Écrit par : Hani Ramadan | 09 février 2012

N'importe où hors du monde

Anywhere out of the world

Cette vie est un hôpital où chaque malade est possédé du désir de changer de lit. Celui-ci voudrait souffrir en face du poêle, et celui-là croit qu'il guérirait à côté de la fenêtre.Il me semble que je serais toujours bien là où je ne suis pas, et cette question de déménagement en est une que je discute sans cesse avec mon âme " Dis - moi mon âme, pauvre âme refroidie,que penserais-tu d'habiter Lisbonne ? Il doit y faire chaud et tu t'y ragaillardirais comme un lézard. Cette ville est au bord de l'eau ; on dit qu'elle est bâtie en marbre et que le peuple y a une telle haine du végétal,qu'il arrache tous les arbres. Voilà un paysage fait selon ton goût, un paysage fait avec la lumière et le minéral et le liquide pour les réfléchir !Mon âme ne répond pas." Puisque tu aimes tant le repos, avec le spectacle du mouvement, veux - tu venir habiter la Hollande, cette terre béatifiante ? Peut-être te divertiras - tu dans cette contrée dont tu as souvent admiré l'image dans les musées. Que penserais-tu de Rotterdam, toi qui aimes les forêts de mats et les navires amarrés au pied des maisons.Mon âme reste muette.Batavia te sourirait peut-être davantage, nous y trouverions l’esprit de l'Europe marié à la beauté tropicale

Pas un mot. - Mon âme serait - elle morte ?" En es-tu donc venue à ce point d’engourdissement que tu ne te plaises que dans ton mal ? S'il en est ainsi, fuyons vers les pays qui sont les analogies de la Mort -. Je tiens notre affaire, pauvre âme ! nous ferons nos malles pour Tornéo.
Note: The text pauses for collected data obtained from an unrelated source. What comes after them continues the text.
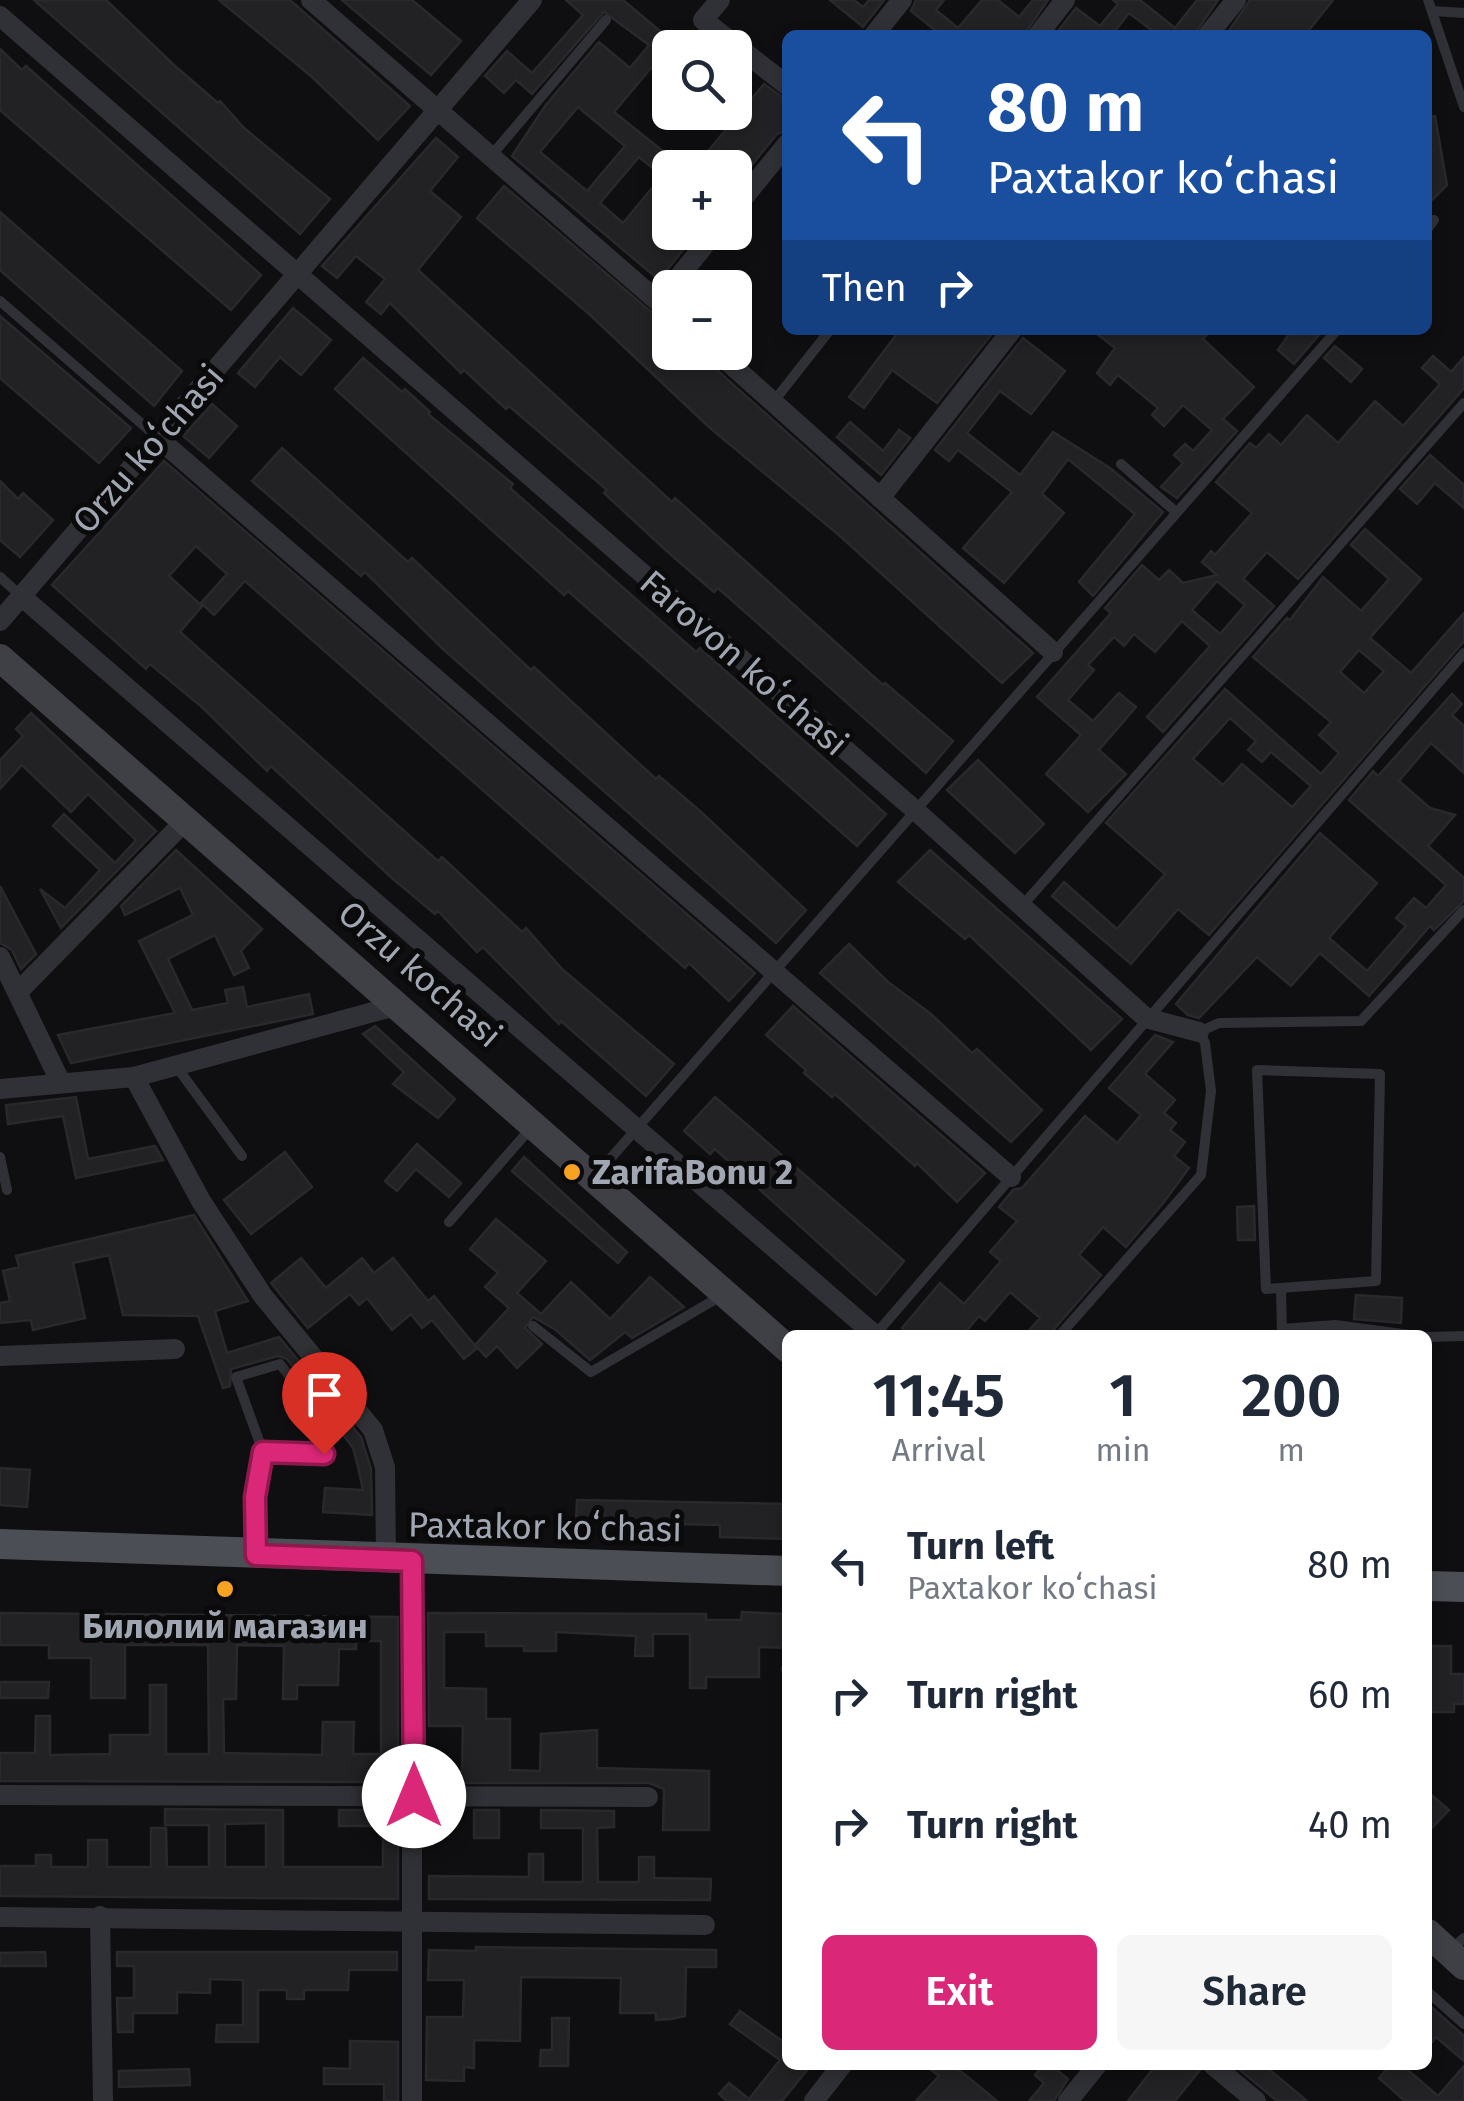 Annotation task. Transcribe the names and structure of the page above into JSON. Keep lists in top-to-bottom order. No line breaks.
{"streets":{"main road":["Orzu kochasi","Paxtakor koʻchasi"],"street":["Orzu koʻchasi","Farovon koʻchasi"]},"crossings":[["Orzu koʻchasi","Farovon koʻchasi"]],"places":["ZarifaBonu 2","Билолий магазин"],"page":{"map_buttons":["+","−"],"turn":["80 m","Paxtakor koʻchasi"],"then":"Then","eta":["11:45","Arrival","1","min","200","m"],"list":[{"name":"Turn left","note":"Paxtakor koʻchasi","value":"80 m"},{"name":"Turn right","value":"60 m"},{"name":"Turn right","value":"40 m"}],"buttons":["Exit","Share"]}} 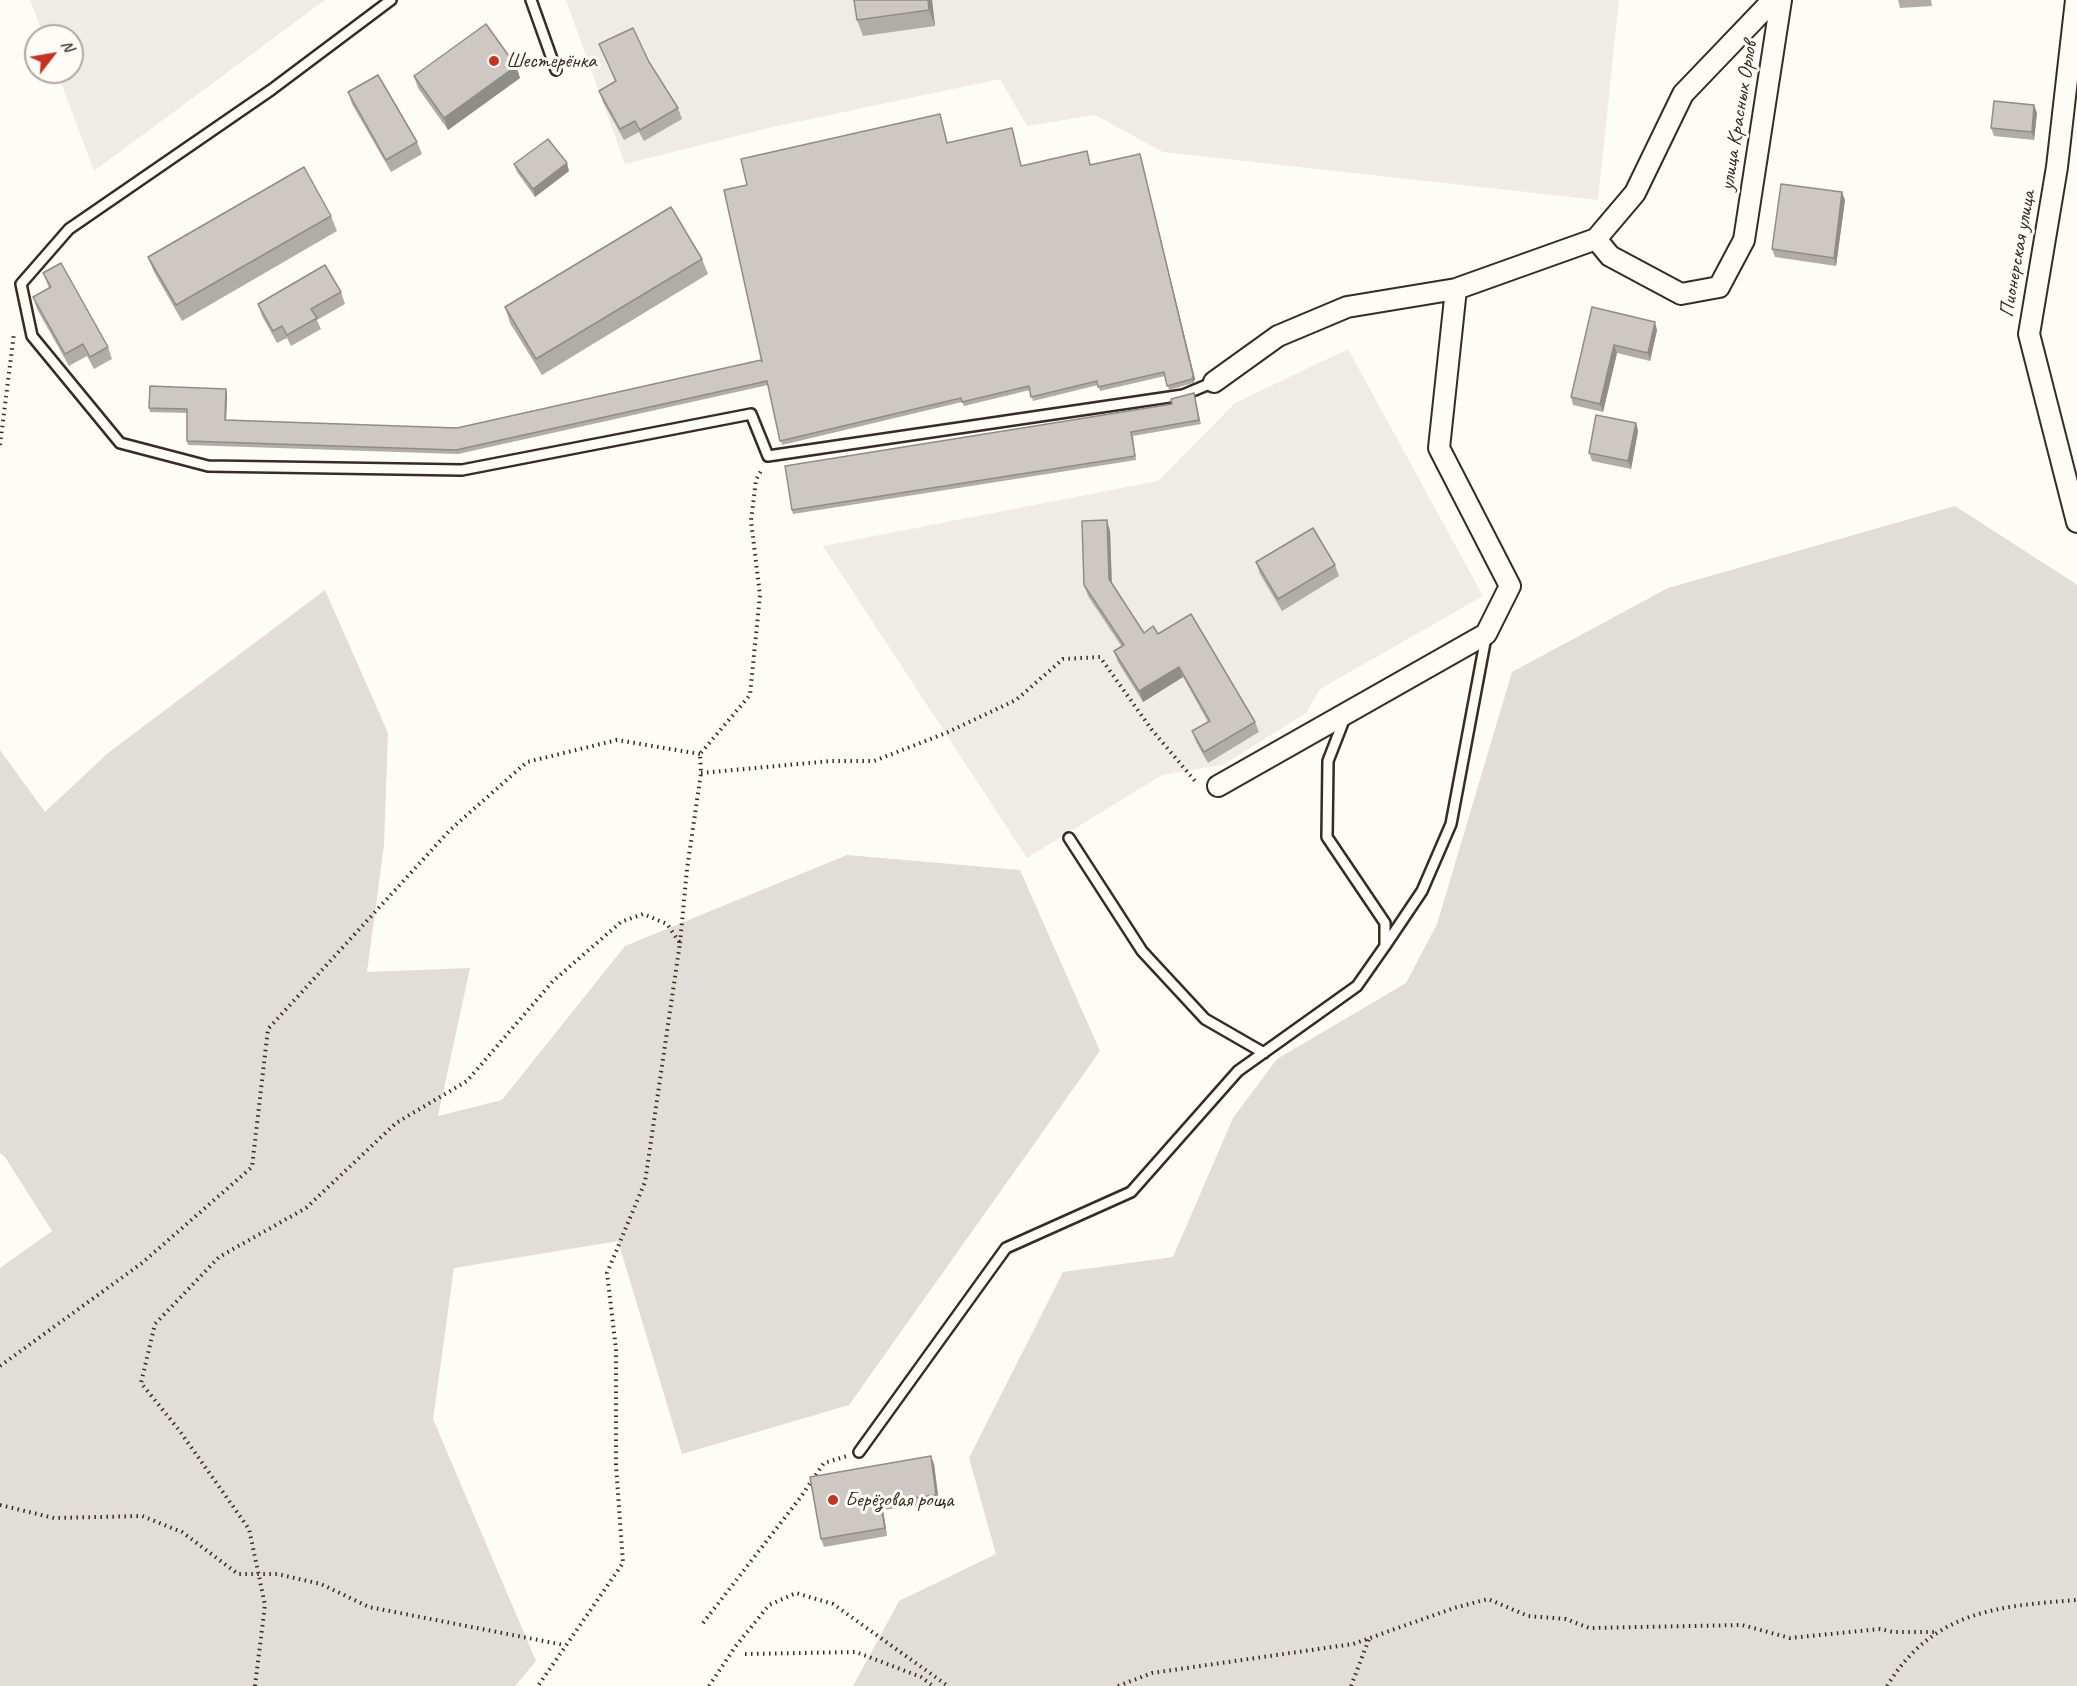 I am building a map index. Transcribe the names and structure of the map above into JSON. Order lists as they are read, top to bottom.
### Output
{
  "streets": {
    "street": ["Пионерская улица"]
  },
  "places": ["Шестерёнка", "Берёзовая роща"],
  "north": "top right"
}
Allons plus loin encore, à l’extrême bout de la Baltique ; encore plus loin de la vie, si c'est possible ; installons - nous au pôle.Là le soleil ne frise qu’obliquement la terre, et les lentes alternatives de la lumière et de la nuit suppriment la variété et augmentent la monotonie, cette moitié du néant... Là, nous pourrons prendre de longs bains de ténèbres cependant que, pour nous divertir les aurores boréales nous enverrons de temps en temps leurs gerbes roses, comme des reflets d'un feu d’artifice de l’enfer !Enfin, mon âme fait explosion et sagement elle me crie : " N'importe où ! N'importe où ! pourvu que ce soit hors de ce monde !

Au défunt des Bastions, par Charles Baudelaire

Écrit par : pachakmac | 09 février 2012

Merci beauooup, Pachakmac, pour évoquer l'âme de ce défunt et les possibles échanges entre un individu et son âme. Dans les temps actuels, le dialogue ou peut-être mieux l'écoute de son âme reviennent doucement à la mode et offrent une autre dimension à l'existence.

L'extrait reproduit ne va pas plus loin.